In the two weeks immediately following the earthquake, a team of radioactive source search and recovery experts fanned out across all disaster-stricken areas.
China’s main centres for designing, making and storing nuclear arms are located in the shattered earthquake zone.
Close to the epicentre of the quake is Mianyang, a science city whose outskirts house the primary laboratory for the design of Chinese nuclear arms. Known as the Chinese Academy of Engineering Physics, it has centres throughout Sichuan.
The teams which were educated by the UN used radiation detection equipment to pinpoint the location of 50 sources and safely recover all of them, according to China’s National Nuclear Safety Administration. Most of the sources were used in industry.

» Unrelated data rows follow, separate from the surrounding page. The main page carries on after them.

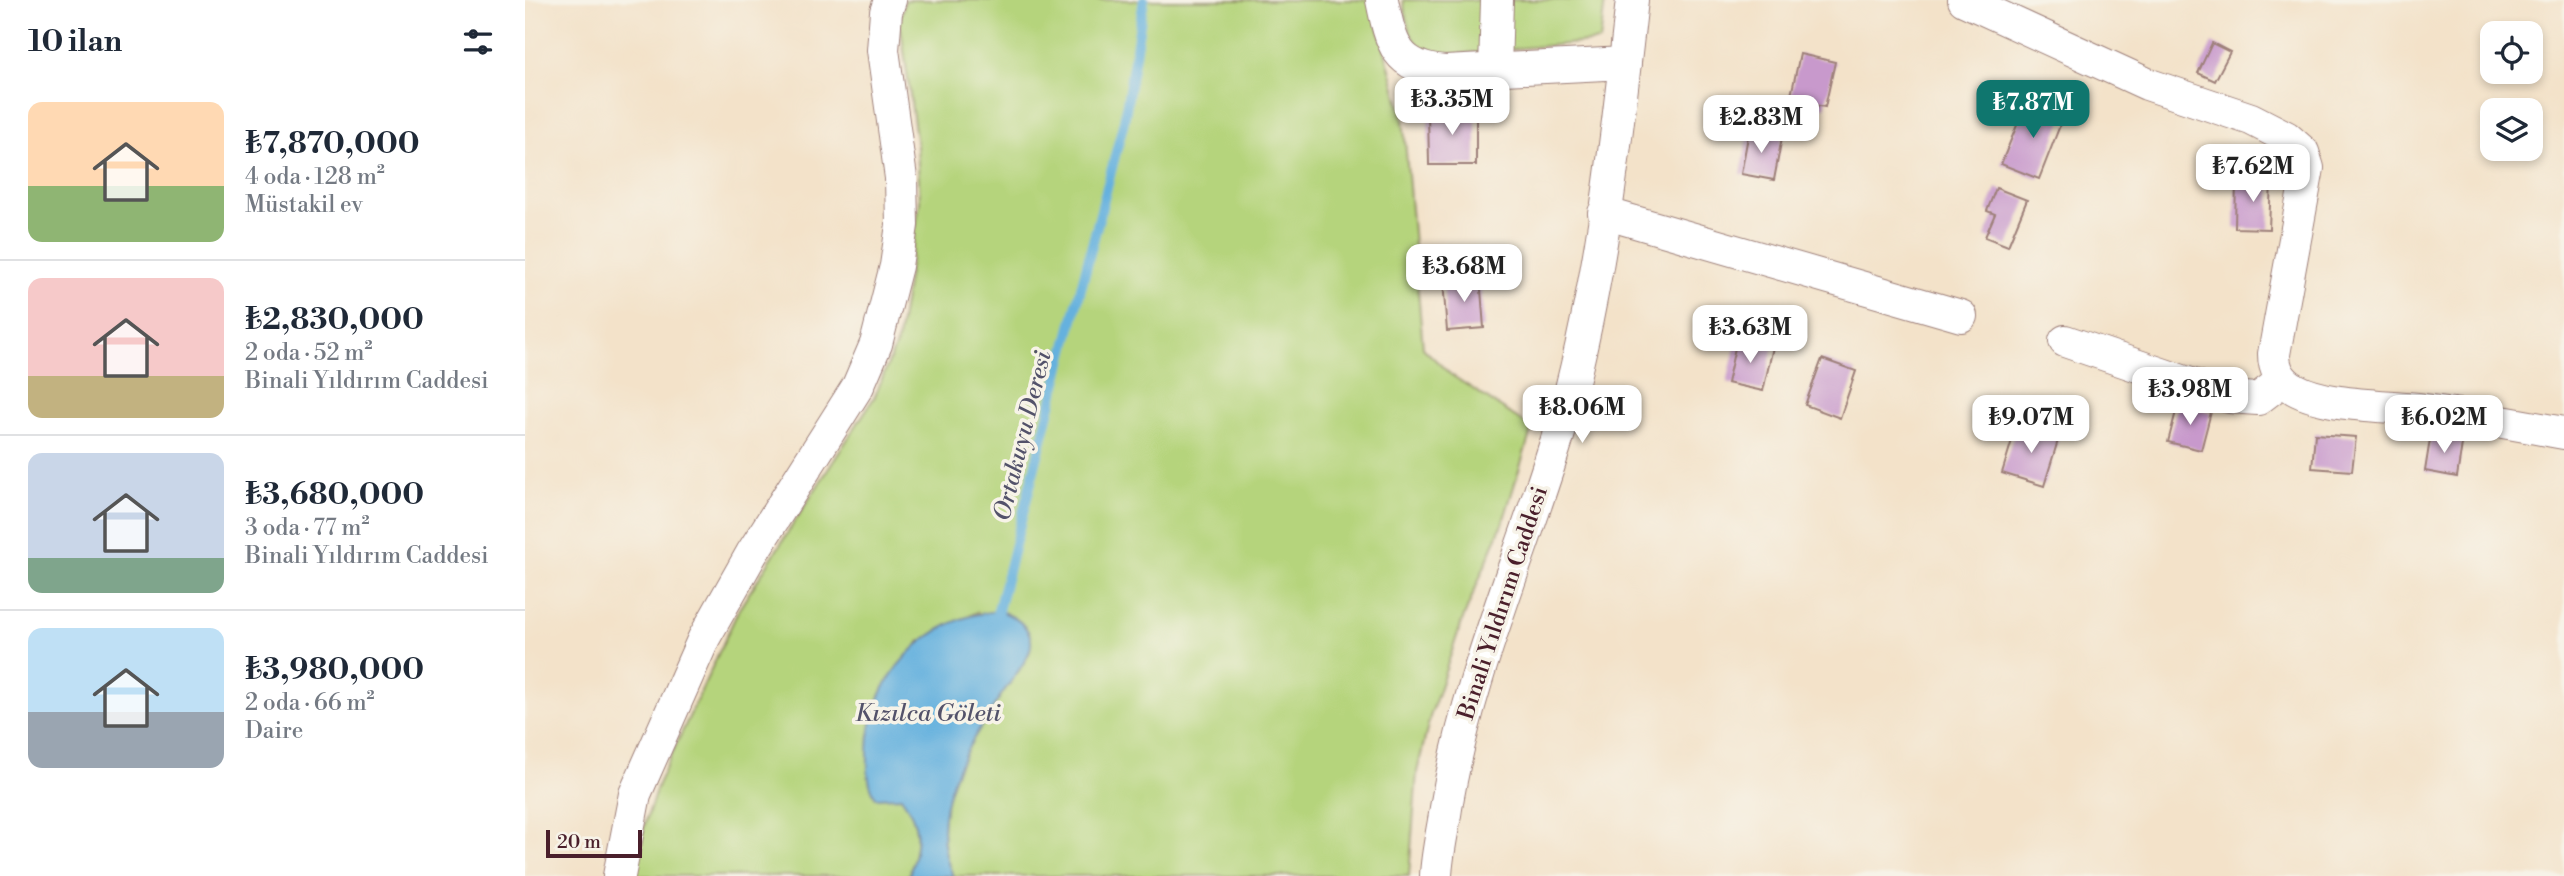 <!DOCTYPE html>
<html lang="tr">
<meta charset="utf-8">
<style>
body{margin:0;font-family:"Libre Bodoni",serif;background:#f2f2f3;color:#1f2937;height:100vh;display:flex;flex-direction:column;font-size:26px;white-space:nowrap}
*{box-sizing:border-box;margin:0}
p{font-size:23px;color:#747a83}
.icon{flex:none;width:38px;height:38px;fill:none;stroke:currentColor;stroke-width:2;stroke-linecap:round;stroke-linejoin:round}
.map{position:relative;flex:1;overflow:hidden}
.side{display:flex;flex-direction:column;background:#fff;width:525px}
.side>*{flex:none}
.tools{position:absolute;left:1955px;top:21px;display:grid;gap:14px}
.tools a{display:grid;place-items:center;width:63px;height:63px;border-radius:14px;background:#fff;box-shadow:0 4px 10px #0003;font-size:35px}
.scale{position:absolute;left:21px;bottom:18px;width:96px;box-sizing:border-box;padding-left:7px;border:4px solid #4a1f2b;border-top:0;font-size:19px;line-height:24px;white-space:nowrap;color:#4a1f2b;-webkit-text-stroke:5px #f7f3e8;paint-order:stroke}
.price{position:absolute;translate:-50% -60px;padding:0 16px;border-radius:14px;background:#fff;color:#222;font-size:23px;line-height:46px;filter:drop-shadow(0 2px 4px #0008)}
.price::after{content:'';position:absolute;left:50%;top:42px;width:21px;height:16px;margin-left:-10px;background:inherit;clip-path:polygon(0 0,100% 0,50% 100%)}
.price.on{background:#0f766e;color:#fff}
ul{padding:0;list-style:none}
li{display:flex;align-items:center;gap:21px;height:175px;padding:0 28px}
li+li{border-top:2px solid #e0e1e3}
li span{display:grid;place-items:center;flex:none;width:196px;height:140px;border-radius:14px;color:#555}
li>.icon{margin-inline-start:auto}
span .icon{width:84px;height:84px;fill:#fffc;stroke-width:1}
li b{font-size:30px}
h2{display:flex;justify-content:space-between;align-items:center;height:84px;padding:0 28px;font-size:30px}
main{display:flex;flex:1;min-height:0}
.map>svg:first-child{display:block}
</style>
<main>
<section class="side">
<h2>10 ilan<svg class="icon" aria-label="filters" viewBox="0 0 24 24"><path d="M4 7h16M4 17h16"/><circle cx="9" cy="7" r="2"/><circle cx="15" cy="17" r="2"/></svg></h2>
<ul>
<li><span style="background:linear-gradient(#ffd9b3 60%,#8fb573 0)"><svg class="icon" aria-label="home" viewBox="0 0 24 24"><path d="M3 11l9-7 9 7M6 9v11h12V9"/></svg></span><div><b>₺7,870,000</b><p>4 oda · 128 m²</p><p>Müstakil ev</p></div></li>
<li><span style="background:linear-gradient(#f6c9c9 70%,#c2b280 0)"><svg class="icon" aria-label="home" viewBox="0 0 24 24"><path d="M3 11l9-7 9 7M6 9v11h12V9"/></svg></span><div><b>₺2,830,000</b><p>2 oda · 52 m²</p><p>Binali Yıldırım Caddesi</p></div></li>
<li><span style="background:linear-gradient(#c9d6e8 75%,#7fa58c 0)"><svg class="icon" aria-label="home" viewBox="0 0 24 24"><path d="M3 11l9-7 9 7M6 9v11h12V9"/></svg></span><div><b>₺3,680,000</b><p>3 oda · 77 m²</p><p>Binali Yıldırım Caddesi</p></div></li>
<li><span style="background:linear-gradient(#bfe0f5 60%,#9aa5b1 0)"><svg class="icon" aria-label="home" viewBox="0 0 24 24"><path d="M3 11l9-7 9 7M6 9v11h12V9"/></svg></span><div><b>₺3,980,000</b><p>2 oda · 66 m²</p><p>Daire</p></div></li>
</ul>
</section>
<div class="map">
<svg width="2039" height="876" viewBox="0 0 2039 876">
<rect width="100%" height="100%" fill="#f7f3e8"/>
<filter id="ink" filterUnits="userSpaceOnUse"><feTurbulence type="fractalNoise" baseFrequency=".0143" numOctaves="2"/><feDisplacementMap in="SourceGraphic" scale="14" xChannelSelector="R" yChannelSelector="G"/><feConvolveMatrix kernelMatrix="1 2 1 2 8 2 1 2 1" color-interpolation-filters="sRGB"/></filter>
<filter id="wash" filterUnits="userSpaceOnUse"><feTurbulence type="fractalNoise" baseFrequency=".00686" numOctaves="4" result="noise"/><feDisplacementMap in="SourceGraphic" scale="28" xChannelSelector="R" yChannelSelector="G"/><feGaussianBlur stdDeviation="1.57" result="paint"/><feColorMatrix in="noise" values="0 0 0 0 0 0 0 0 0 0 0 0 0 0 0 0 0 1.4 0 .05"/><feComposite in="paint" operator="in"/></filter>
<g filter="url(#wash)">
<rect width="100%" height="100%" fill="#f3e2c9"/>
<g fill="#b5d47b" stroke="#807a53" stroke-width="2">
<path d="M380,0H846L878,117L898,348L925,374L1007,428L978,522L937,621L905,717L892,772L884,876H428C391,796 465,716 505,651L452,612L394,642L351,797L376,796C397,825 394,844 384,876H110L119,827L133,784L214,609L350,396L373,340L395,202L392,146L375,21Z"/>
<path d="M878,0H1080L1075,41L920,55C885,50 883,31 878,0Z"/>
</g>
<path fill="#65b1de" stroke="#586884" stroke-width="2" d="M475,611C492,617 513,631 504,653C498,667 486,681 477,694C442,747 398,811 428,876H384C394,844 397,825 376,797L351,798C341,781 343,769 343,751C344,678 402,615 475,611Z"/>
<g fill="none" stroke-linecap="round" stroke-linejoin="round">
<polyline stroke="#65b1de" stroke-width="10" points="470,622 599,121 619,0"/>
</g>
<g id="blocks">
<g fill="#c899cc">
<polygon points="1687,43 1705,52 1690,81 1673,73"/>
<polygon points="1275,54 1310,62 1300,107 1265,100"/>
<polygon points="1502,101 1539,115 1514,179 1476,164"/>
<polygon points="903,110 951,110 951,165 904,165"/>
<polygon points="1224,131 1257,137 1249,180 1216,174"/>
<polygon points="1711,179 1746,180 1744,229 1710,228"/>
<polygon points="1471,188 1502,200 1483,246 1460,237 1470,214 1462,211"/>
<polygon points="955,277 959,328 922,331 918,281"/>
<polygon points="1212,339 1248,347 1238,391 1202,383"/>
<polygon points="1297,359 1331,371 1315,418 1280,405"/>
<polygon points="1653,404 1686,412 1676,450 1643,442"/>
<polygon points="1492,424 1534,437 1519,486 1477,473"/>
<polygon points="1906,433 1938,437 1932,477 1900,471"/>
<polygon points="1790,434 1831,437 1827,471 1787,468"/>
</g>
</g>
</g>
<g filter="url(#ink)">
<use href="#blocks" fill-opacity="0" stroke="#9e807a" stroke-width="2"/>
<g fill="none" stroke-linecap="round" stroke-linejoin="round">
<defs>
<g id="minor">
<path d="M857,0C866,44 871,68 920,72L1100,63"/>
<path d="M1439,0L1622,84L1726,119L1761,137L1778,152L1783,168L1749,354C1749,370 1756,381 1770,389C1802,407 1864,405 1901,410C1948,416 1993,425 2039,433"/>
<polyline points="970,70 972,0"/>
<polyline points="1079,213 1436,316"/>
<polyline points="1540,341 1704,397 1733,399 1758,380"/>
<polyline points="94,876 110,794 179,638 227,553 333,386 351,344 371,266 377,225 376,178 358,50 361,12 365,0"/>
<path d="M911,876C912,853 918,830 921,808C942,678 996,559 1034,433C1075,294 1091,144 1107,0"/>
</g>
</defs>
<use href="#minor" stroke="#9e807a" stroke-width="34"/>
<use href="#minor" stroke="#fff" stroke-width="32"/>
</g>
</g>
<g text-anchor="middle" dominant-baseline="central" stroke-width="7" stroke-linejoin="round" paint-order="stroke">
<g font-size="23" fill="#4a1f2b" stroke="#f7f3e8">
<text transform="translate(978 603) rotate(-72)">Binali Yıldırım Caddesi</text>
</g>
<g font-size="24" font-style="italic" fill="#53526a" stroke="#f7f3e8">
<text transform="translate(498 436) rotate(-76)">Ortakuyu Deresi</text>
<text x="403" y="714">Kızılca Göleti</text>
</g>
</g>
</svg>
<div class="tools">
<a><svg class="icon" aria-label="locate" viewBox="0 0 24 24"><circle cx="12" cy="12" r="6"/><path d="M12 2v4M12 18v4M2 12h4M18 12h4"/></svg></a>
<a><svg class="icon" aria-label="layers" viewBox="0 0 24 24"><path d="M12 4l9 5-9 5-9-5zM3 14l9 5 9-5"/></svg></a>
</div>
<div class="scale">20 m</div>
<b class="price" style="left:927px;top:137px">₺3.35M</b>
<b class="price on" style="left:1508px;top:140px">₺7.87M</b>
<b class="price" style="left:1236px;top:155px">₺2.83M</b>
<b class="price" style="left:1728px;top:204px">₺7.62M</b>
<b class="price" style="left:939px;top:304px">₺3.68M</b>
<b class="price" style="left:1225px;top:365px">₺3.63M</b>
<b class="price" style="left:1665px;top:427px">₺3.98M</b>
<b class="price" style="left:1057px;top:445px">₺8.06M</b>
<b class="price" style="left:1506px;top:455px">₺9.07M</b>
<b class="price" style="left:1919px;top:455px">₺6.02M</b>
</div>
</main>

Under an IAEA Technical Cooperation Project launched in early 2007, staff from Chinese national authorities were trained in how to search for radioactive sources, and to then control and dispose of them safely.
A series of week-long national training workshops on recovery was attended by some 100 Chinese search team members from each of the country’s 31 provinces.
Nabil Lutfi, the IAEA Programme Management Officer responsible for organizing the workshops explained in a statement of the UN: “At the time of the training workshops, we had no clue that the training and equipment would be used in such a disaster.”
In addition to the training that Chinese authorities received, the IAEA made an in-kind contribution of radiation detection and search equipment.
The main complex for making nuclear warhead fuel in the country, codenamed Plant 821, is in part of the earthquake zone, some 25 kilometres north-west of Guangyuan in Sichuan.
The 7.9-magnitude earthquake of 12 May devastated China’s mountainous Sichuan province, killing an estimated 69,000 people. Over 370.000 people were injured and over 17,500 are listed as missing. The earthquake left about 4.8 million people homeless.